OK, so I feel I’ve done enough research to at least begin to move things in a helpful direction.

The term for what you are looking for generally is a “perfect hash function”, with the addition that you want some potentially manageable degree of randomness.

In general the state of the art is that you use an algorithmic method that generates a mapping, and then save that final mapping. There are lots of interesting ways to go about this (and more), but the problem comes down to the fact that the probability of a collision with any random method is likely going to guarantee a collision before you exhaust your input space. I’ll provide an example of this now, in C# code (copy/paste-able code, I believe):

  System.Text.StringBuilder Sb = new System.Text.StringBuilder();

  System.Collections.Generic.HashSet<string> results = new System.Collections.Generic.HashSet<string>();

  using (System.Security.Cryptography.SHA512 hash = System.Security.Cryptography.SHA512Managed.Create() ) {
    System.Text.Encoding enc = System.Text.Encoding.UTF8;

    for (int input = 0; input < 10000; input++) {
      Byte[] result = hash.ComputeHash(enc.GetBytes(input.ToString()));

      foreach (Byte b in result) {
        Sb.Append(b.ToString("x2"));
      }

      results.Add(Sb.ToString().Substring(Sb.Length - 3));
    }

  }

What I’m doing is giving an input value of 0-9999, converting it to a SHA512 hash, and then only taking the last 3 alphanumeric digits. You can then compare the size of the HashSet to the inputs to determine just how many duplicates you have.

The result: with 10000 inputs you only get 3735 unique results. Ouch – that’s a lot of collisions! If you change your request to mapping to 4 digits (change the above final line of code to Sb.Length – 4), you get 9303 – not bad! If you allow 5 digits of output you get 9955 – still with the collisions, and we’ve massively extended our allowable output and only allow 10000 inputs!

So if you used such a method you need to restrict your maximum inputs considerably and likely increase the size of the output too.

If you didn’t care so much about randomness, you could use (x + 18) % 46656, as in replacing the last line with this:

results.Add(((input + 18) % 46656).ToString());

This results in zero collisions and runs a lot faster, too. The output is not at all random, of course, especially if you move up in sequence.

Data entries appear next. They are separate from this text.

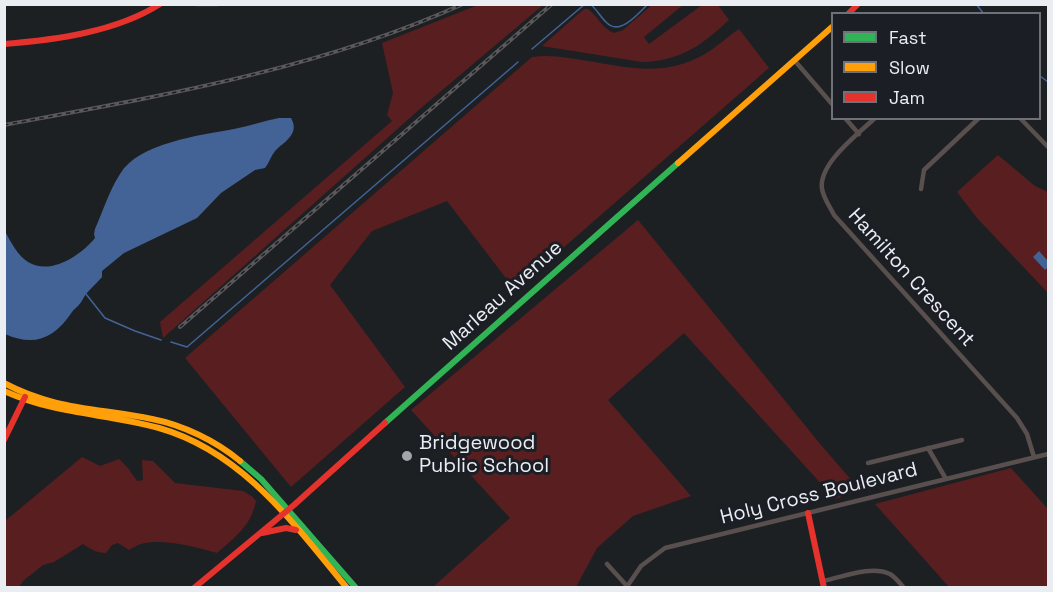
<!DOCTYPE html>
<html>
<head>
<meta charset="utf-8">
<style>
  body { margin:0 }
  #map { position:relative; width:1053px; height:592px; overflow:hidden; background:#1d2023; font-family:"Space Grotesk",sans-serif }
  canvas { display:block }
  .frame { position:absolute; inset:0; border:6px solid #eaedf2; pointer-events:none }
  .legend { position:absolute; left:831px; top:12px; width:210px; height:108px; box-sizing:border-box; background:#1b1f25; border:2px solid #6e7177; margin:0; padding:8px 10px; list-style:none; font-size:18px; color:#eaedf2 }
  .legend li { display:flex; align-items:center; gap:12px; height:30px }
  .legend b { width:30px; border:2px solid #6e7177 }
</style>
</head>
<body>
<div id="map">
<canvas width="1053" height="592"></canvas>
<div class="frame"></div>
<ul class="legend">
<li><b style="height:8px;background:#30b455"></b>Fast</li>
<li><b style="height:8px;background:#ff9f0a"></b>Slow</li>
<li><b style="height:8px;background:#e5322d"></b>Jam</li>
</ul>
</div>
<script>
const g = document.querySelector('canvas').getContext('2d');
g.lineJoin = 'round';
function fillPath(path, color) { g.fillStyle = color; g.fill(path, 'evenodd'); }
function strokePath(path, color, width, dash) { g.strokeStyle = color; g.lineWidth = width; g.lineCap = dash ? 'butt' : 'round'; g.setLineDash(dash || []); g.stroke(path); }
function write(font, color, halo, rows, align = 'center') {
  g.font = font + ' "Space Grotesk",sans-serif'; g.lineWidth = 6; g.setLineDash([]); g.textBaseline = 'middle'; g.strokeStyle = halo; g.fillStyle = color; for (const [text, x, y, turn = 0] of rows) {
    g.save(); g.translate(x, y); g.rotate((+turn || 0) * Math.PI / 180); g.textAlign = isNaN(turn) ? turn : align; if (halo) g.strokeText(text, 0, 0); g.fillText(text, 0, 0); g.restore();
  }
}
const green = new Path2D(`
  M 653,4 L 683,5 L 644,37 L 649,44 L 702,5 L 718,5 L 729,20 C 702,45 681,61 642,62 L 542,46 L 584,9 L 588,9 C 598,16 602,29 614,33 L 623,30 Z
  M 478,5 L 543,5 L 421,108 L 163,338 L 160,322 L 392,121 L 387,115 L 393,93 L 382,43 Z
  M 739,29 L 769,68 L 515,290 L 447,201 L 372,231 L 330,285 L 405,387 L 291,487 L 185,358 L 532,57 C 551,54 569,58 588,61 C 631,68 665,77 705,54 C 717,47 727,37 739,29 Z
  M 998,155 L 1035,186 L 1048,192 L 1048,293 L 977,218 L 957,192 Z
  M 638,220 L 821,445 L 860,490 L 835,499 L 684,333 L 608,400 L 691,496 L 633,516 L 597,548 L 576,587 L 433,587 L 510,518 L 411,410 Z
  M 82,457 L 100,466 L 119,459 L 128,468 L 137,481 L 143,480 L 142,460 L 153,461 L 175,483 L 243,491 L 253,497 L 256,501 C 251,526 235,537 217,553 C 196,547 162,538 141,544 C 137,545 133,548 129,550 L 118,543 L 112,545 L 106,553 C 97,553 90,549 83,544 L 54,562 L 43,565 L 23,581 L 19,587 L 5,587 L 5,521 Z
  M 1011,468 L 1048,509 L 1048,587 L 949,587 L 875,504 Z`);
const water = new Path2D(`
  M 279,118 L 291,118 C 300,134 285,141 275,151 C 271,156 269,163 265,168 L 255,170 L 221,193 L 197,218 L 124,253 L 102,271 L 102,277 C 97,283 91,288 86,294 C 83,298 82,302 78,306 C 76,308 74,309 72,312 C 54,339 34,347 5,334 L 5,231 C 10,241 18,256 28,262 C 51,276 81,255 95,238 L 94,234 L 95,229 C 103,211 109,191 120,174 C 138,143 201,135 234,129 C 249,126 264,121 279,118 Z
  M 1039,251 L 1048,261 L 1048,267 L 1045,270 L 1033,257 Z`);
const stream = new Path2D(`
  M 590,4 C 597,9 600,17 607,23 C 620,36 639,13 648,4
  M 976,4 L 984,14
  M 532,49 L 585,4
  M 1040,76 L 1048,82
  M 86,294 L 105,318 L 135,331 L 161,340
  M 171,342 L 187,347 L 518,62`);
const street = new Path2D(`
  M 196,4 L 218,4
  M 795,61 L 832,104
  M 845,118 L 859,134
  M 875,118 C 858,134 818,164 822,189 C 824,199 830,207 834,215 L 1017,418 L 1027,434 L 1034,457
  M 1020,118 L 1048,147
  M 921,189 L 924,170 L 979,118
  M 928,448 L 946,479
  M 868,463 L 962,440
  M 607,564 L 627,586
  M 823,581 C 843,577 871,565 890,574 C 895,577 900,583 904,588
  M 626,588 L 641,566 L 665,548 L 1048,454`);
const fast = new Path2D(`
  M 385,423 L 678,163
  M 240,461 L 261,479 L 356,588`);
const slow = new Path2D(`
  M 678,163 L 832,27
  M 4,383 C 54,410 99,408 152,419 C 183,425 216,441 240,461
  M 4,391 C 57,415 105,413 159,428 C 243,452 294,524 347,588`);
const jam = new Path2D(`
  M 848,14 L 858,4
  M 4,44 C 55,40 116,32 160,4
  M 4,440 L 25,397
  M 808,513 L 824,588
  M 262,533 L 286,528 L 296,530
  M 194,588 L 294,505 L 385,423`);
const rail = new Path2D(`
  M 4,125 C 160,96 317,70 463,4
  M 180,327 L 552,4`);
const markers = [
  [407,456,6,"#a2a5aa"]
];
const streetNames = [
  ["Hamilton Crescent",911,278,48],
  ["Marleau Avenue",503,296,-42],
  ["Holy Cross Boulevard",819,494,-14]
];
const poiNames = [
  ["Bridgewood",419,444],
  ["Public School",419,467]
];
fillPath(green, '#591e20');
fillPath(water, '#436397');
strokePath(stream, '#436397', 1.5);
strokePath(street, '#584f4e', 4.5);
strokePath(fast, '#30b455', 6);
strokePath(slow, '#ff9f0a', 6);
strokePath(jam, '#e5322d', 6);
strokePath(rail, '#5b585a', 4);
strokePath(rail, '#1b1f25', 1.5, [4.5]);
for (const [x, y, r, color] of markers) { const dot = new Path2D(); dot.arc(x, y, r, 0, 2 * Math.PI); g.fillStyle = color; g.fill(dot); strokePath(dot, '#1b1f25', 2); }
write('20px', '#eaedf2', '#1b1f25', streetNames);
write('20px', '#eaedf2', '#1b1f25', poiNames, 'left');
</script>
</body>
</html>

Now, with some hand-tuning I did manage to come up with this little doozy:

results.Add(((input * (40001) + 11) % 46656).ToString());

So take the input, multiply it by 40001, add 11, then “wrap-around” it to your maximum input. On 0-46656 as input it generates no collisions, and yet it jumps all over the place – f(1)->400012, while f(2)->33357. If you skip using the first few inputs (0-2) the function that generates these numbers is even more opaque, and as this is non-linear it is not easy to find the function that generates this set. Multiply by an odd number and you can use this as a kind of “seed” to your function – prime numbers might be an even better choice! Small numbers result in less jumpiness, while multiplying by the same number you are taking the mod of is…well, always 0. I suspect somewhere in the middle/high side is ideal.

Then parse the integer output into your desired string format, and tadah, Bob’s your uncle!

Now if you want something more random with measurable entropy and that takes a very long time to reverse-engineer…well, that’s going to be harder to arrange by far.

I hope this is at least helpful on getting you closer to where you want to go.